→ **PROBLEM DETAILS**
Pick out the lines below with "filter" and list them.

→ **DATA SUPPLIED**
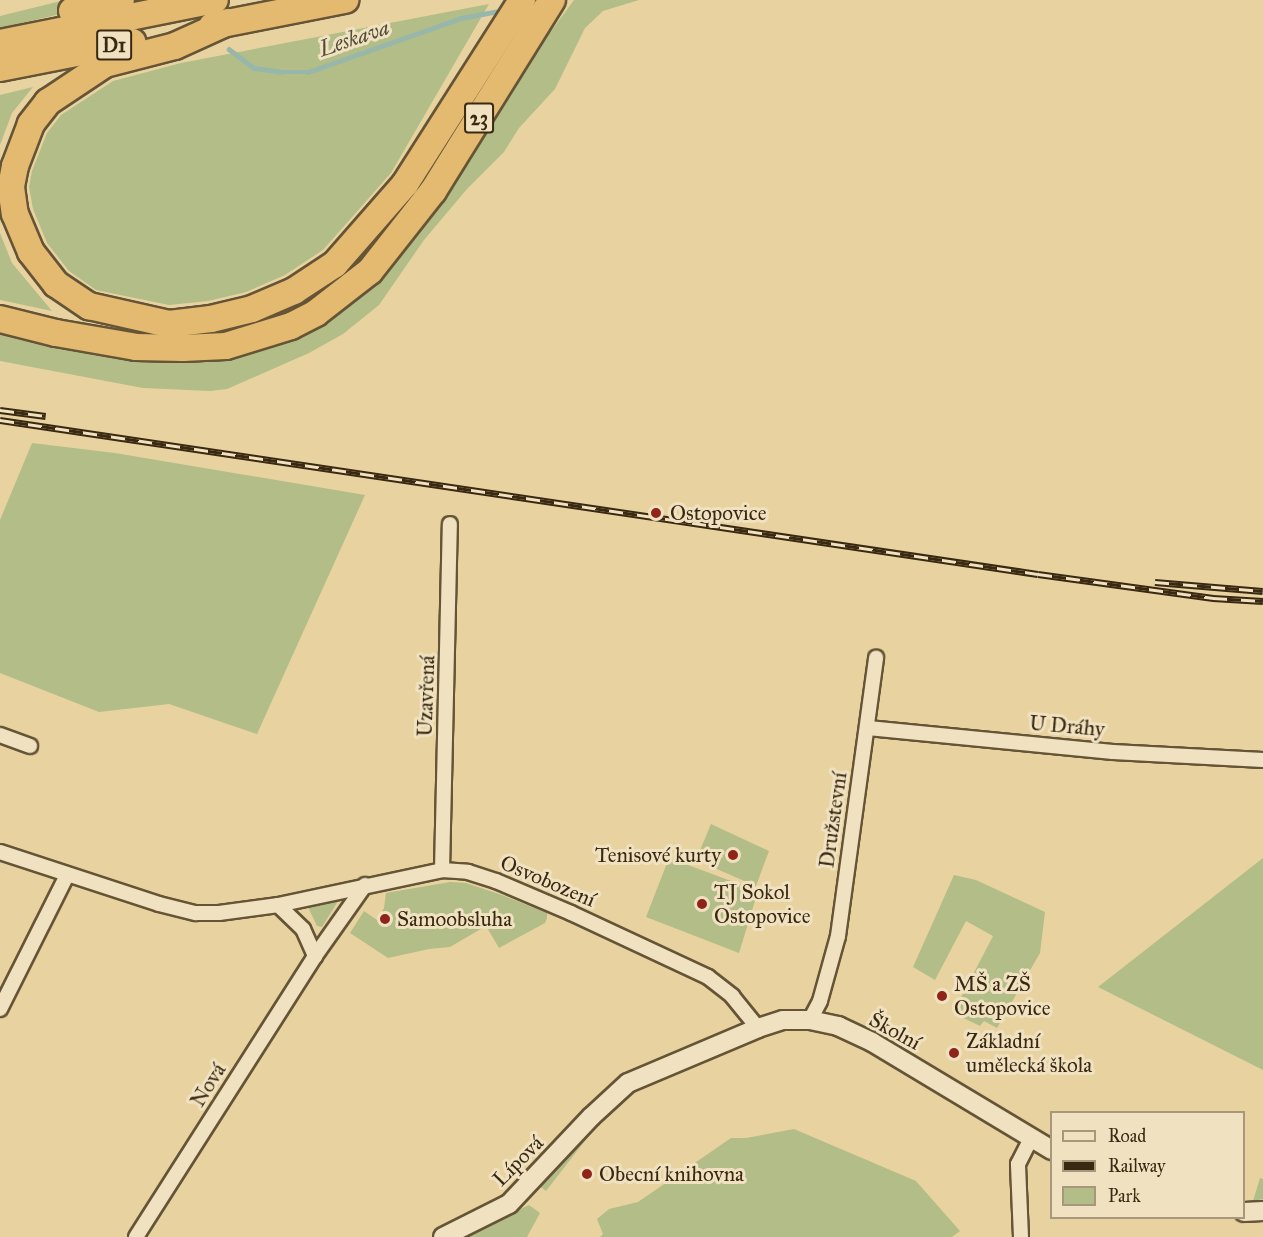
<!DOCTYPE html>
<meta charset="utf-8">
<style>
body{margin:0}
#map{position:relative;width:1263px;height:1237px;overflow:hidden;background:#e8d3a0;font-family:"IM FELL Great Primer",serif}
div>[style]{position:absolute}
.green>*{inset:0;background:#b2bd87}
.stream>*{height:4.5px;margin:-2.25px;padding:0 2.25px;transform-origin:2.25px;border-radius:2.25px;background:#98b7ab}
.roads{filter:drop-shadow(2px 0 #655436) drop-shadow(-2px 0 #655436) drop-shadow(0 2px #655436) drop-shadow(0 -2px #655436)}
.minor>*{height:14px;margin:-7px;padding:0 7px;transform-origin:7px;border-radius:7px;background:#f0e2c1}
.tertiary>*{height:18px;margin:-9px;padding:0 9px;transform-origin:9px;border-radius:9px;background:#f0e2c1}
.motorway>*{height:26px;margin:-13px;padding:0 13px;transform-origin:13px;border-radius:13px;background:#e4ba70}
.rail>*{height:7px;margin-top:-3.5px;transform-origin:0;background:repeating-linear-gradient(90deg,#f0e2c1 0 14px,#392912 0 28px);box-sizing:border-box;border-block:2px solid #392912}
.dots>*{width:16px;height:16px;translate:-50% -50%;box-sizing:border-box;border:3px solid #f0e2c1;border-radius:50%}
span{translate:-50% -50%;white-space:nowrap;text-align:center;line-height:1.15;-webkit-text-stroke:6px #f0e2c1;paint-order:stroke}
.shield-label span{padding:2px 4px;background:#f0e2c1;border:2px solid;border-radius:4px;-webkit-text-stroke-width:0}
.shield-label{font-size:20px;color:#392912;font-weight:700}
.poi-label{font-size:21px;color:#392912}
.left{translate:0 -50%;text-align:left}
.right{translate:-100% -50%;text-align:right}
.street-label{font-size:21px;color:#392912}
.water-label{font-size:22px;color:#514c38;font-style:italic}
.legend{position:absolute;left:1050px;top:1111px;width:195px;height:108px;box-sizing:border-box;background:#f0e2c1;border:2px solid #a7987b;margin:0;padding:8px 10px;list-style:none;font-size:18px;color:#392912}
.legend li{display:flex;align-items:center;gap:12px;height:30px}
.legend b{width:30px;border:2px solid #a7987b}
</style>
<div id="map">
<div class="green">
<i style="clip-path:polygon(65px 0,121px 0,0 28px,0 16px)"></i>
<i style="clip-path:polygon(574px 0,639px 0,603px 11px,585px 28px,555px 89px,519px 128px,504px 152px,467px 189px,424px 240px,379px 305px,343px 334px,309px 353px,227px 389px,210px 391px,143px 388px,0 361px,0 319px,183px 348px,316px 313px,433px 191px)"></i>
<i style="clip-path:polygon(489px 4px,391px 173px,323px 250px,285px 275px,246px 292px,208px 301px,169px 305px,96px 290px,69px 271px,47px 243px,33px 209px,29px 187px,32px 171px,47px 133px,61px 115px,113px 81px,181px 63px)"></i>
<i style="clip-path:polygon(33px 87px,12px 113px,0 145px,0 95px)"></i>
<i style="clip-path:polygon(0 233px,12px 263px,52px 311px,0 300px)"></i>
<i style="clip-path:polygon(32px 443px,115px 453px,365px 495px,257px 734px,169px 704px,99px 712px,0 673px,0 520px)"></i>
<i style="clip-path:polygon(711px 824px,769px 851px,756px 886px,696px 860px)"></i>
<i style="clip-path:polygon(669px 858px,758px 891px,739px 953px,646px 917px)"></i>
<i style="clip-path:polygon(1263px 858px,1263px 1070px,1098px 987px)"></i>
<i style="clip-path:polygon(954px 875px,976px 880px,1045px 912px,1040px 953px,997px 1028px,984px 1021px,980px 1026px,953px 1013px,993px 936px,966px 921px,935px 980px,913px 967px)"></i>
<i style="clip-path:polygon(450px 882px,466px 883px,499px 894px,547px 913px,547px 918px,545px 923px,499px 948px,486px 926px,450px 947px,429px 949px,388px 958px,350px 933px,364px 911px,377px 920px,384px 908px,386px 893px)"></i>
<i style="clip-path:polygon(340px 898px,322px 927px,317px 926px,308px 907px)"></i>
<i style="clip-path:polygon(605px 1115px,546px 1191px,538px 1185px)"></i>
<i style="clip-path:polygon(794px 1129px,916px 1181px,960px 1231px,952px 1237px,600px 1237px,603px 1234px,597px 1219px,609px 1209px,638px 1202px,731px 1138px,746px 1138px)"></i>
<i style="clip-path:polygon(1260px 1178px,1263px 1179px,1263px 1199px,1253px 1201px)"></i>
<i style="clip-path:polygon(529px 1205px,540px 1213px,527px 1237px,460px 1237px)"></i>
</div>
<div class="stream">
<i style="left:229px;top:49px;width:31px;rotate:37deg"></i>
<i style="left:254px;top:68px;width:27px;rotate:8deg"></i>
<i style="left:281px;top:72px;width:27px"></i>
<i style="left:308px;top:72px;width:162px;rotate:-19.4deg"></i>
<i style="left:461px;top:18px;width:44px;rotate:-10.5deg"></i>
</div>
<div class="roads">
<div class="minor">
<i style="left:868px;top:728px;width:246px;rotate:5.6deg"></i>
<i style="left:1113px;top:752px;width:150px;rotate:3.1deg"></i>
<i style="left:0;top:735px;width:32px;rotate:20deg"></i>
<i style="left:0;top:852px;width:167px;rotate:18.1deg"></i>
<i style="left:159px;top:904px;width:38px;rotate:14deg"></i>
<i style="left:196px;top:913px;width:23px"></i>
<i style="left:219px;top:913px;width:60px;rotate:-7.7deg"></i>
<i style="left:278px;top:905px;width:168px;rotate:-12deg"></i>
<i style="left:442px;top:870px;width:26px;rotate:4deg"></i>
<i style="left:468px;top:872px;width:29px;rotate:18deg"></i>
<i style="left:496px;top:881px;width:82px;rotate:23.1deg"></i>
<i style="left:571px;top:913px;width:151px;rotate:25deg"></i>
<i style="left:708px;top:977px;width:31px;rotate:38deg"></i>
<i style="left:732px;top:996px;width:41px;rotate:50.9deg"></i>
<i style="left:442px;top:870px;width:346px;rotate:-88.7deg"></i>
<i style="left:278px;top:905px;width:35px;rotate:44deg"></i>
<i style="left:303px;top:929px;width:30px;rotate:66deg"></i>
<i style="left:0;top:1009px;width:150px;rotate:-63.4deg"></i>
<i style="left:810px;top:1020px;width:21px;rotate:-62deg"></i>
<i style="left:820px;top:1001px;width:67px;rotate:-74.5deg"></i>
<i style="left:838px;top:936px;width:281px;rotate:-82.2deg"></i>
<i style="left:136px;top:1237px;width:333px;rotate:-57.5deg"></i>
<i style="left:315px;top:956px;width:87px;rotate:-54.8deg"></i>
<i style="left:1021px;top:1237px;width:73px;rotate:-92.4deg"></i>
<i style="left:1018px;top:1164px;width:29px;rotate:-63deg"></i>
</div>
<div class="tertiary">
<i style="left:1244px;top:1212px;width:19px;rotate:-3deg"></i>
<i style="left:443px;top:1237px;width:74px;rotate:-26.6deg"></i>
<i style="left:509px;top:1204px;width:120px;rotate:-46.7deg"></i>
<i style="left:591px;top:1117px;width:50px;rotate:-42.6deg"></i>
<i style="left:628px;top:1083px;width:141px;rotate:-22.9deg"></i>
<i style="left:758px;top:1028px;width:26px;rotate:-18deg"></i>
<i style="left:783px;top:1020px;width:27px"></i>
<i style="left:810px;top:1020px;width:29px;rotate:12deg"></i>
<i style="left:838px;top:1026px;width:38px;rotate:25deg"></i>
<i style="left:872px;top:1042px;width:210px;rotate:31deg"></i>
</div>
<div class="motorway">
<i style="left:72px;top:11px;width:50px;rotate:-12.7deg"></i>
<i style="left:228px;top:22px;width:58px;rotate:155.6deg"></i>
<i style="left:175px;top:46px;width:72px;rotate:165.6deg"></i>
<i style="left:105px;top:64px;width:69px;rotate:146.3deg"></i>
<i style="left:48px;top:102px;width:28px;rotate:128deg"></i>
<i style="left:31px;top:124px;width:45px;rotate:110.9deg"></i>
<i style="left:15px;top:166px;width:21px;rotate:101deg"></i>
<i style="left:11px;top:187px;width:27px;rotate:82deg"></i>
<i style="left:15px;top:214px;width:41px;rotate:67.2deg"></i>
<i style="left:31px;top:252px;width:41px;rotate:52deg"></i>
<i style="left:56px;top:284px;width:40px;rotate:34deg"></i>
<i style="left:89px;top:306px;width:82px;rotate:12.7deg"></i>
<i style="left:169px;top:324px;width:42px;rotate:-6.8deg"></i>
<i style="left:211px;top:319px;width:42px;rotate:-13.7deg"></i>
<i style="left:252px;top:309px;width:46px;rotate:-23.2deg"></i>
<i style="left:294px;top:291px;width:49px;rotate:-33.4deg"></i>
<i style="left:335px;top:264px;width:106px;rotate:-48.8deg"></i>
<i style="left:405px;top:184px;width:218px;rotate:-57.5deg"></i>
<i style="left:212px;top:26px;width:136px;rotate:-11.1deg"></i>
<i style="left:0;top:43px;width:219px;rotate:-11.3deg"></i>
<i style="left:0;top:68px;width:135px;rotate:-11.1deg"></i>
<i style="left:0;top:319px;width:58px;rotate:14deg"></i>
<i style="left:56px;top:333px;width:81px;rotate:9.9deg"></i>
<i style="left:136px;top:347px;width:47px;rotate:1.2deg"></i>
<i style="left:183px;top:348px;width:43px;rotate:-2.7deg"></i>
<i style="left:226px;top:346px;width:68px;rotate:-17.1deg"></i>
<i style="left:291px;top:326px;width:28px;rotate:-27deg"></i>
<i style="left:316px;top:313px;width:68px;rotate:-37.9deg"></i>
<i style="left:370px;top:271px;width:102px;rotate:-51.8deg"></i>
<i style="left:433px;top:191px;width:225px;rotate:-58.1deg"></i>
</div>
</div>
<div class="rail">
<i style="left:0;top:410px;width:46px;rotate:7.4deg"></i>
<i style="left:0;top:420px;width:1049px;rotate:8.44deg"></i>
<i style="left:1038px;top:574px;width:177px;rotate:7.8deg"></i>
<i style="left:1213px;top:598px;width:50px;rotate:3.4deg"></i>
<i style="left:1155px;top:582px;width:108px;rotate:4.8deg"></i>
</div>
<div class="dots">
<i style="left:656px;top:513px;background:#8f2418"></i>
<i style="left:733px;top:855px;background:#8f2418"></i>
<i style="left:702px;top:904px;background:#8f2418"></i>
<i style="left:385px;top:919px;background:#8f2418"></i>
<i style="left:942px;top:996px;background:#8f2418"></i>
<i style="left:954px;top:1053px;background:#8f2418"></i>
<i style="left:587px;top:1174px;background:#8f2418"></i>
</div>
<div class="shield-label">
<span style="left:114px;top:45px">D1</span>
<span style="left:479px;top:118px">23</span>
</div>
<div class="poi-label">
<span class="left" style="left:670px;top:513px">Ostopovice</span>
<span class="right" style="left:721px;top:855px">Tenisové kurty</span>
<span class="left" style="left:714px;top:904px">TJ Sokol<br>Ostopovice</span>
<span class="left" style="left:397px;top:919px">Samoobsluha</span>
<span class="left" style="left:954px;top:996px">MŠ a ZŠ<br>Ostopovice</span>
<span class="left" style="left:966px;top:1053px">Základní<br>umělecká škola</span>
<span class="left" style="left:599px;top:1174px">Obecní knihovna</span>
</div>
<div class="street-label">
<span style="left:426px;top:696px;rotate:-88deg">Uzavřená</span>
<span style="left:1067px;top:726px;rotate:5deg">U Dráhy</span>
<span style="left:833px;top:820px;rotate:-82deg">Družstevní</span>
<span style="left:548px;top:881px;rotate:23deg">Osvobození</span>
<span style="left:895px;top:1031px;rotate:29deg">Školní</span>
<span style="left:208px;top:1085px;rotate:-58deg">Nová</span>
<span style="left:518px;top:1161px;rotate:-45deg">Lípová</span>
</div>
<div class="water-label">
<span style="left:354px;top:38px;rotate:-19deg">Leskava</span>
</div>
<ul class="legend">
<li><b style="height:8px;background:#f0e2c1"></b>Road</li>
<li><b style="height:8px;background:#392912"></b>Railway</li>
<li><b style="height:16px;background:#b2bd87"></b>Park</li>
</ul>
</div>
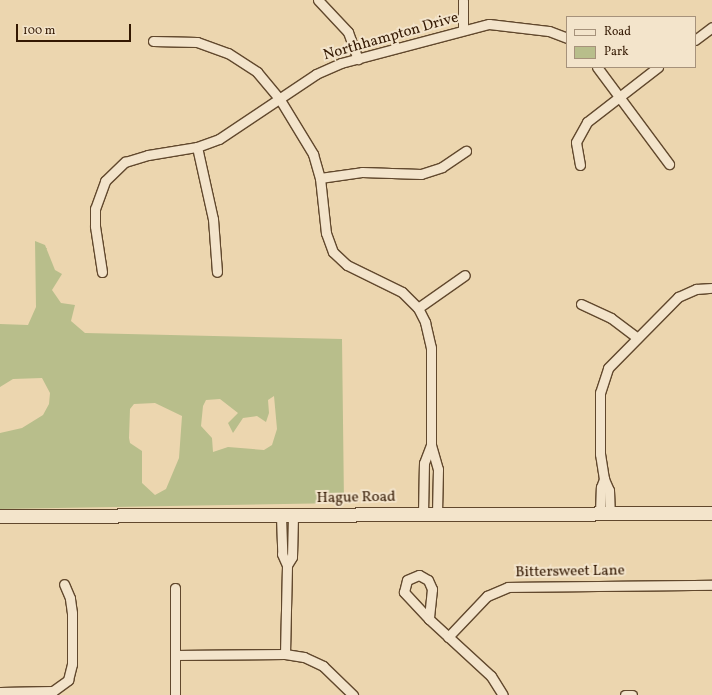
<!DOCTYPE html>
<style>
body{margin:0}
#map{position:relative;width:712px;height:695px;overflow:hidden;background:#ecd6af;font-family:Vollkorn,serif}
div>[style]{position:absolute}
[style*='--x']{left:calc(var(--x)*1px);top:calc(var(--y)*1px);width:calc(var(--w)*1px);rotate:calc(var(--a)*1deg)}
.green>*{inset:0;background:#b8be8b}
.roads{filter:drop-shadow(1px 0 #61482d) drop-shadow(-1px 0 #61482d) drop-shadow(0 1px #61482d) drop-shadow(0 -1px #61482d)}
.street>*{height:9px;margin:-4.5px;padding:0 4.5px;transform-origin:4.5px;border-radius:4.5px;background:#f3e4cb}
.secondary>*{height:13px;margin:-6.5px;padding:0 6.5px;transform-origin:6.5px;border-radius:6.5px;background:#f3e4cb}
span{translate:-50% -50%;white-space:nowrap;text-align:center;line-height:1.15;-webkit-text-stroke:4px #f3e4cb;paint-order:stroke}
.street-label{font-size:15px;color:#331802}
.legend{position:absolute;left:566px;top:16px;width:130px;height:52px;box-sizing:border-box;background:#f3e4cb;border:1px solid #a6927b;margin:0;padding:5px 7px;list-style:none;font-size:12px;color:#331802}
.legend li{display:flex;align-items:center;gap:8px;height:20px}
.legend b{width:20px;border:1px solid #a6927b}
.scale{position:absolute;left:16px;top:24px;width:115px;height:18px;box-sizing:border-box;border:2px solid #331802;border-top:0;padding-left:5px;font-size:12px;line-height:14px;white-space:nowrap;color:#331802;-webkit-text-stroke:3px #f3e4cb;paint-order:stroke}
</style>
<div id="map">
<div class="green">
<div style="clip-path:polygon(evenodd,35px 241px,45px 245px,55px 270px,62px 274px,52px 290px,61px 303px,75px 305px,71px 321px,85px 333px,342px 339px,344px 503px,0 509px,0 433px,22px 428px,43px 415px,49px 404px,50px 393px,42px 378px,13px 379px,0 387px,0 324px,28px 325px,36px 307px,35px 241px,274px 396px,277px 429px,272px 445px,264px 450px,228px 447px,213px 452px,212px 438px,201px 426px,203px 406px,206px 400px,220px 399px,238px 413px,228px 423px,233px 433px,243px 418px,257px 416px,266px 422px,269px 413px,268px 400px,274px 396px,35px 241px,155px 403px,182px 416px,179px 458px,166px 489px,155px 495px,142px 483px,142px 451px,130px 443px,129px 438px,130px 409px,134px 404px,155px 403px)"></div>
</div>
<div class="roads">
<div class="street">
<div style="--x:318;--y:0;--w:44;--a:46.8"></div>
<div style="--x:348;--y:32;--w:29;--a:70"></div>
<div style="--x:463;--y:0;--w:30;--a:90"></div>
<div style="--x:695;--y:40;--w:21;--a:-37"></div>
<div style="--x:153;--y:41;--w:44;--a:1.3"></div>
<div style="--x:197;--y:42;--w:33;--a:20"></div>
<div style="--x:228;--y:53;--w:35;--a:33"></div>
<div style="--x:257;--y:72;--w:34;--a:50"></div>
<div style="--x:279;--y:98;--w:66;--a:58.7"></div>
<div style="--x:313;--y:154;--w:25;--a:74"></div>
<div style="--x:320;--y:178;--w:55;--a:83.8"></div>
<div style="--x:326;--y:233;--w:20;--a:70"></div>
<div style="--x:333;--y:252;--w:19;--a:43"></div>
<div style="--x:347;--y:265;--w:61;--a:26.1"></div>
<div style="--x:402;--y:292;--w:23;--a:45"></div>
<div style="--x:418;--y:308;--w:16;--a:63"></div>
<div style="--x:425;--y:322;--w:27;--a:77"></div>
<div style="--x:431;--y:348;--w:97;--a:90"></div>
<div style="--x:597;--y:67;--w:121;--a:53.4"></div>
<div style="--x:197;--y:147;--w:74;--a:77.5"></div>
<div style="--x:213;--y:219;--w:53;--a:85.7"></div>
<div style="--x:580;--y:165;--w:23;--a:-100"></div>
<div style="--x:576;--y:142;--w:23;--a:-61"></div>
<div style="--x:587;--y:122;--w:90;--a:-37.8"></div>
<div style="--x:320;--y:178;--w:42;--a:-8.1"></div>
<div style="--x:362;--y:172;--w:59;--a:1.9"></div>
<div style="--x:421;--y:174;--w:22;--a:-18"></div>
<div style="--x:442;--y:167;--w:29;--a:-34"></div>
<div style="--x:102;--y:272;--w:47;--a:-98.7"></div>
<div style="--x:95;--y:226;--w:17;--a:-90"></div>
<div style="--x:95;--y:209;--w:30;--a:-70"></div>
<div style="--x:105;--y:181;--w:28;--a:-44"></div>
<div style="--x:125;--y:162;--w:24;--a:-17"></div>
<div style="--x:148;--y:155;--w:50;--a:-9.3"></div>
<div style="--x:197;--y:147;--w:23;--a:-20"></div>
<div style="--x:219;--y:139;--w:117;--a:-33.8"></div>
<div style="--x:316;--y:74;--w:27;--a:-24"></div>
<div style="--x:341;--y:63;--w:153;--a:-14.8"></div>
<div style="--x:489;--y:24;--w:60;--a:6.7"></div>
<div style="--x:549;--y:31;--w:19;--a:21"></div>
<div style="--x:581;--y:304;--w:33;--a:25"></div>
<div style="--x:611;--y:318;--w:31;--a:37"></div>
<div style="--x:418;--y:308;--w:57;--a:-35.1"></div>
<div style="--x:604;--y:479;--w:25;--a:-99"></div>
<div style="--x:600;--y:454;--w:61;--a:-90"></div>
<div style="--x:600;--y:393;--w:26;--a:-72"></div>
<div style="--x:608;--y:368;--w:100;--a:-45.4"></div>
<div style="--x:678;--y:297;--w:20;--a:-24"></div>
<div style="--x:696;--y:289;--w:16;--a:-4"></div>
<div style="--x:600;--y:513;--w:26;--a:-88"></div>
<div style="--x:601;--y:487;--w:9;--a:-69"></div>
<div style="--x:604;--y:479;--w:12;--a:66"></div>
<div style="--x:609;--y:490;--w:23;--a:88"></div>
<div style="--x:423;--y:514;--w:51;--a:-88.9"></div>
<div style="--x:424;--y:463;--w:19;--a:-69"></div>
<div style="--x:431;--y:445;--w:25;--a:74"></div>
<div style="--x:438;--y:469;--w:45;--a:91.3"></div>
<div style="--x:281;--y:516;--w:38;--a:88"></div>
<div style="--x:282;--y:554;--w:12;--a:66"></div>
<div style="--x:287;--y:565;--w:9;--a:-58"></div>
<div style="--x:292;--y:557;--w:41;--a:-88.6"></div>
<div style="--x:419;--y:575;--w:10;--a:29"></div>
<div style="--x:428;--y:580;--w:10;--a:66"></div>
<div style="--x:432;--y:589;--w:30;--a:96"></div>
<div style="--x:429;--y:619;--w:37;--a:-133"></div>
<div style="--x:404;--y:592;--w:12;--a:-76"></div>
<div style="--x:407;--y:580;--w:13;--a:-23"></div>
<div style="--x:175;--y:588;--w:107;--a:90"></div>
<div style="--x:429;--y:619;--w:84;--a:42.6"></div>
<div style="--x:491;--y:676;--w:22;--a:58"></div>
<div style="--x:448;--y:637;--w:57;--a:-46.4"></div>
<div style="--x:487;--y:596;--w:23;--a:-23"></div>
<div style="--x:508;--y:587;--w:204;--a:-0.6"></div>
<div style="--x:285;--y:654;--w:89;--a:-88.7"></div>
<div style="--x:175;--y:655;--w:110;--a:-0.5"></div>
<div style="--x:285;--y:654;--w:19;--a:9"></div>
<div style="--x:304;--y:657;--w:21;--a:25"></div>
<div style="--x:323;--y:666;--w:42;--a:44"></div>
<div style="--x:0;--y:692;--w:53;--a:-1.1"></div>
<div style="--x:53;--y:691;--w:19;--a:-36"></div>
<div style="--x:68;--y:680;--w:16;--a:-76"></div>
<div style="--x:72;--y:664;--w:51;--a:-90"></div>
<div style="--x:72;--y:613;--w:15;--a:-98"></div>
<div style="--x:70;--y:598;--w:15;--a:-113"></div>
<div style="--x:625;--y:695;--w:7;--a:0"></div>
</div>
<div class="secondary">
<div style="--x:0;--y:516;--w:712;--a:-0.24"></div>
</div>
</div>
<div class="street-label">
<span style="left:391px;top:37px;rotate:-16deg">Northhampton Drive</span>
<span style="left:356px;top:498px;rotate:-1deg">Hague Road</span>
<span style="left:570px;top:572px;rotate:-1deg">Bittersweet Lane</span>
</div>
<ul class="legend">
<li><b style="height:5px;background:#f3e4cb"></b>Road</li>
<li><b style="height:11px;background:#b8be8b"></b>Park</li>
</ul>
<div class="scale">100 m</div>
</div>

→ **ANSWER TO THIS EXERCISE**
.roads{filter:drop-shadow(2px 0 #655436) drop-shadow(-2px 0 #655436) drop-shadow(0 2px #655436) drop-shadow(0 -2px #655436)}
.roads{filter:drop-shadow(1px 0 #61482d) drop-shadow(-1px 0 #61482d) drop-shadow(0 1px #61482d) drop-shadow(0 -1px #61482d)}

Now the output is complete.